Smooth ice, sharp skates and close competition seem to bring out the best in Jenell Berhorst.
Quiet and shy off the rink, the 15-year-old Auburn girl turns quick and aggressive on it.
Such a stage is Berhorst’s sanctuary, the ideal spot for someone who loves to go fast and furious with a strategic purpose in mind – to grab an edge and be up front in congested, tight-turn races.
“I have more confidence and determination when I’m on the ice,” said Berhorst, a standout speedskater who was named to the U.S. Short Track Junior Development Team earlier this year. “I try to be a role model for all of the younger skaters. It makes me feel good knowing that many of them want to follow in my steps.”
Berhorst finds herself following her dreams and those blade marks left behind by locally-produced, international speedskaters.
A national-class speedskater, Berhorst has caught the attention of Team USA coaches – so much in fact that U.S. Speedskating recently nominated her as one of two American girls spots to compete at the Youth Olympic Games in Lausanne, Switzerland on Jan. 9-22.

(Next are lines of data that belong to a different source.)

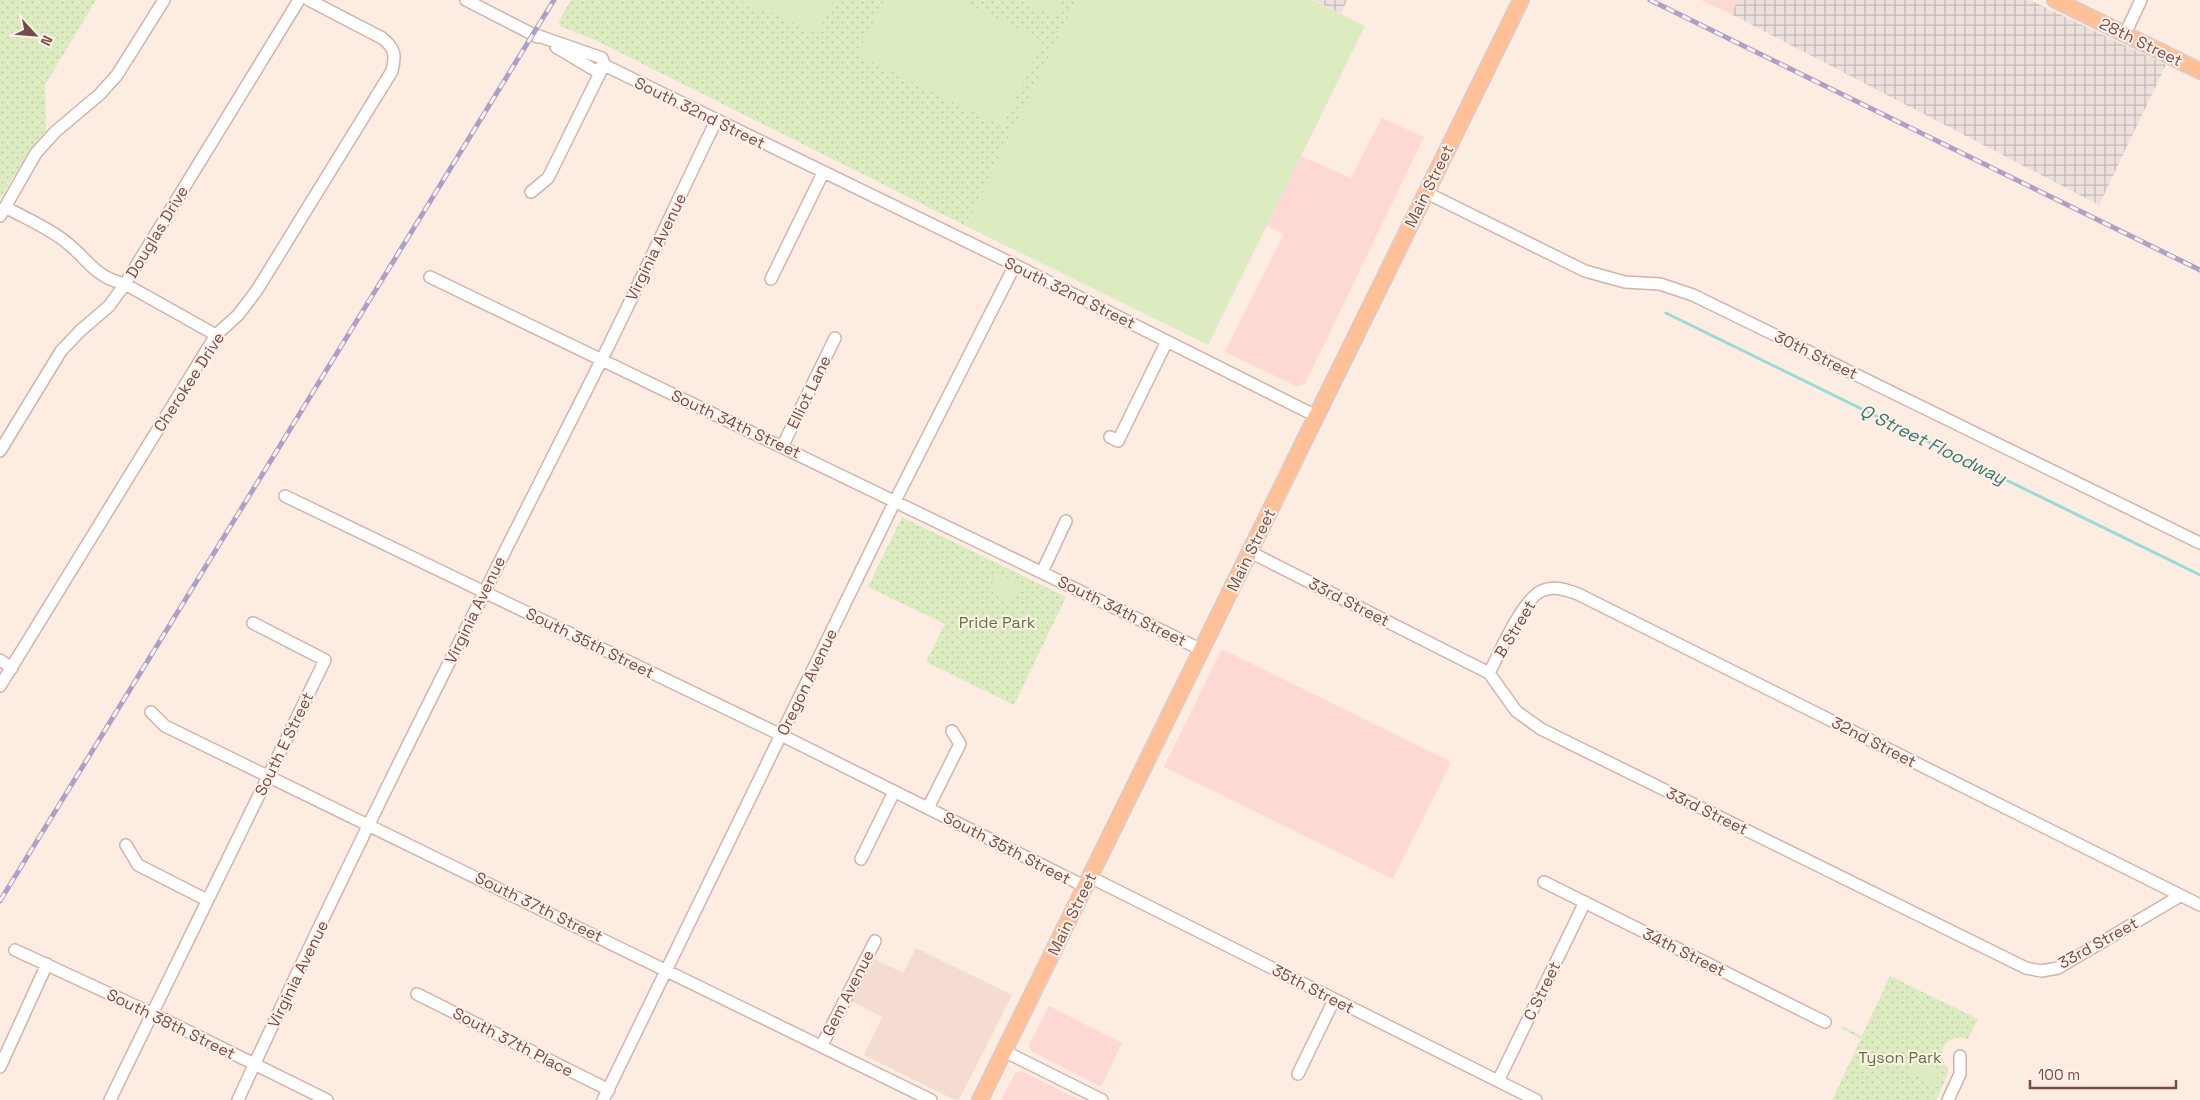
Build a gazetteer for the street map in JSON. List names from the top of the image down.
{
  "streets": {
    "main road": ["28th Street", "Main Street"],
    "street": [
      "South 32nd Street",
      "Douglas Drive",
      "Virginia Avenue",
      "30th Street",
      "Cherokee Drive",
      "Elliot Lane",
      "South 34th Street",
      "33rd Street",
      "B Street",
      "South 35th Street",
      "Oregon Avenue",
      "32nd Street",
      "South E Street",
      "South 37th Street",
      "34th Street",
      "35th Street",
      "C Street",
      "Gem Avenue",
      "South 38th Street",
      "South 37th Place"
    ]
  },
  "crossings": [
    ["South 32nd Street", "Main Street"],
    ["South 32nd Street", "Virginia Avenue"],
    ["South 32nd Street", "Oregon Avenue"],
    ["Main Street", "30th Street"],
    ["Main Street", "South 34th Street"],
    ["Main Street", "33rd Street"],
    ["Main Street", "South 35th Street"],
    ["Main Street", "35th Street"],
    ["Virginia Avenue", "South 34th Street"],
    ["Virginia Avenue", "South 35th Street"],
    ["Virginia Avenue", "South 37th Street"],
    ["Virginia Avenue", "South 38th Street"],
    ["Elliot Lane", "South 34th Street"],
    ["South 34th Street", "Oregon Avenue"],
    ["33rd Street", "B Street"],
    ["33rd Street", "32nd Street"],
    ["B Street", "32nd Street"],
    ["South 35th Street", "Oregon Avenue"],
    ["South 35th Street", "35th Street"],
    ["Oregon Avenue", "South 37th Street"],
    ["Oregon Avenue", "South 37th Place"],
    ["South E Street", "South 37th Street"],
    ["South E Street", "South 38th Street"],
    ["South 37th Street", "Gem Avenue"],
    ["34th Street", "C Street"],
    ["35th Street", "C Street"]
  ],
  "water": ["Q Street Floodway"],
  "parks": ["Pride Park", "Tyson Park"],
  "scale_bar": "100 m",
  "north": "bottom right"
}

Berhorst, the daughter of Joe and Jackie Berhorst, earned the bid after recently completing three days of intense competition at the Utah Olympic Oval in Salt Lake City. News of her nomination came Oct. 6.

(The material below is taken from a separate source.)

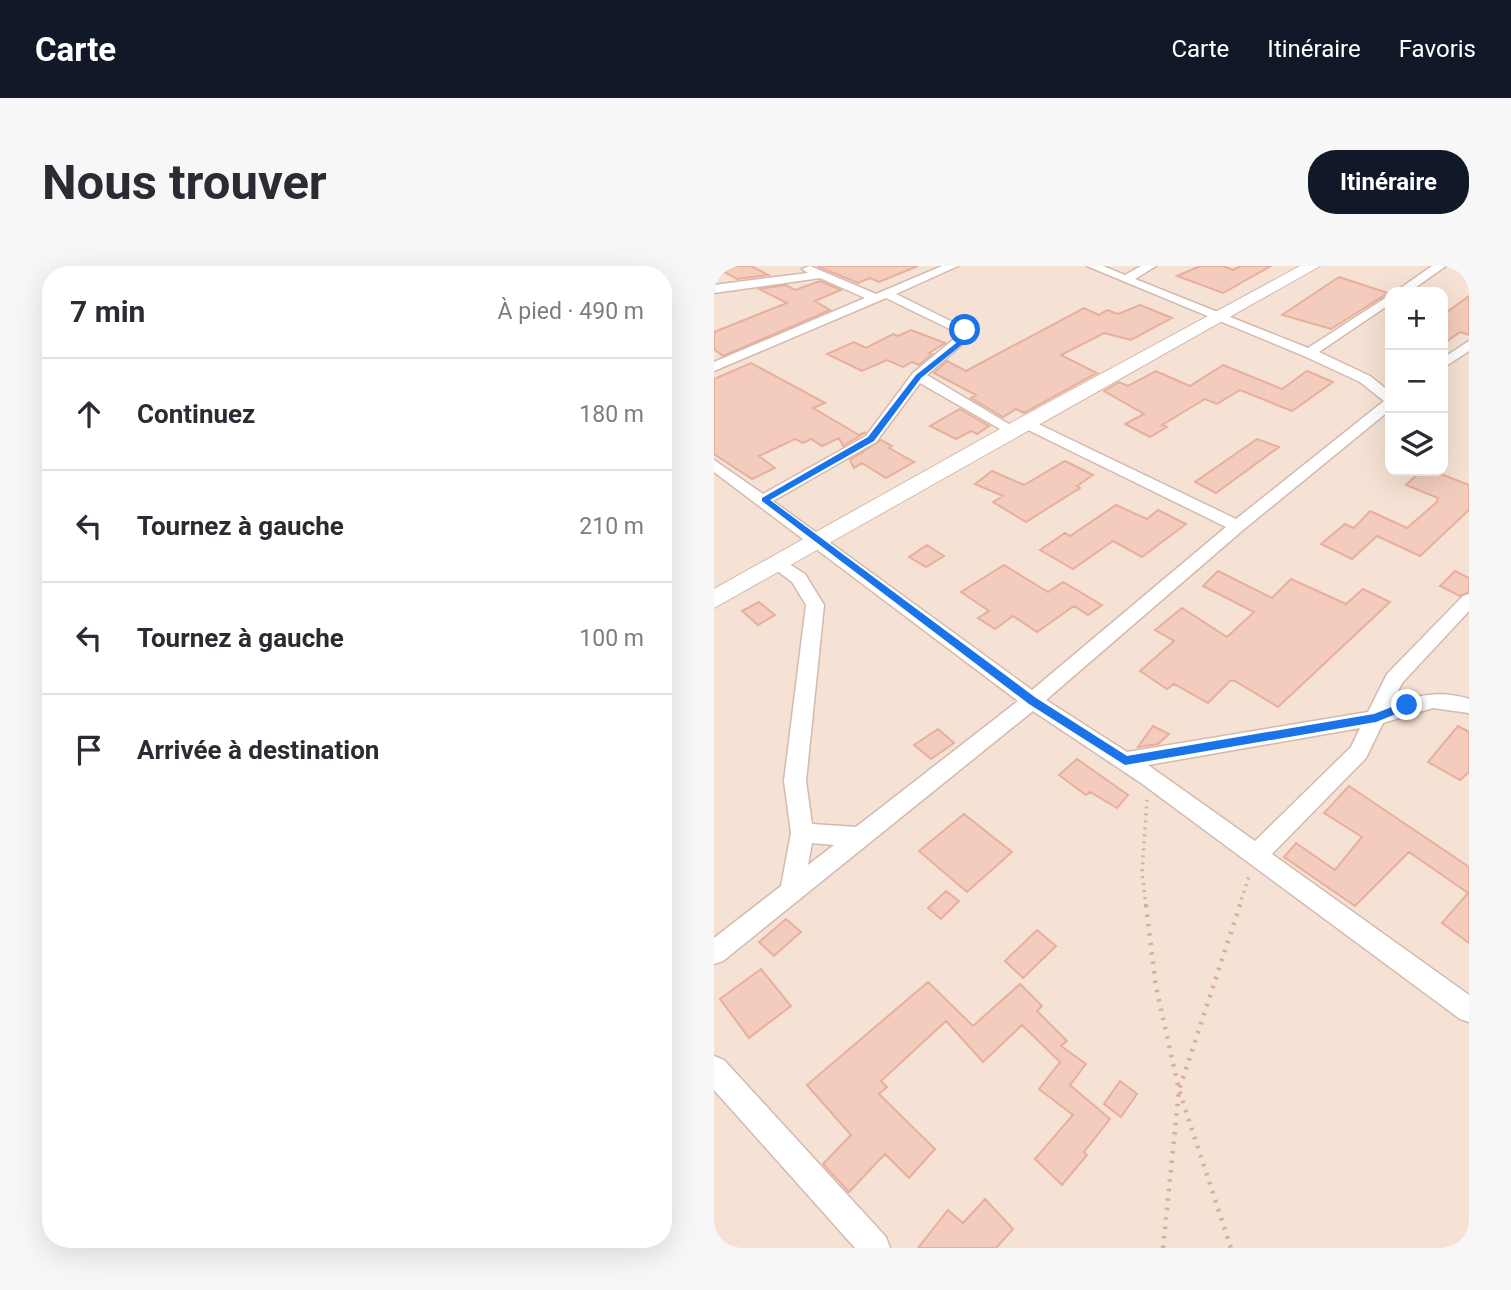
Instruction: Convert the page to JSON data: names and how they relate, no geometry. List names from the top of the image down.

“I didn’t expect to make the team,” said Berhorst, a sophomore at Auburn High School, “so when I actually made it, it was unbelievable.”
Berhorst will join Virginia’s Choi So on the trip to Switzerland. Berhorst will race at 500 and 1,000 meters.
In keeping true to tradition, the local area will showcase the latest generation of speedskating stars this winter and beyond. Federal Way’s Aaron Tran and Bonney Lake’s Corinne Stoddard made Team USA’s 2019-20 fall short track World Cup team.
For Berhorst, the chance to skate at the Youth Olympic Games represents a step to where she ultimately would like to go – the 2022 (Beijing, China) or 2026 (Milan-Cortina, Italy) Olympic Games.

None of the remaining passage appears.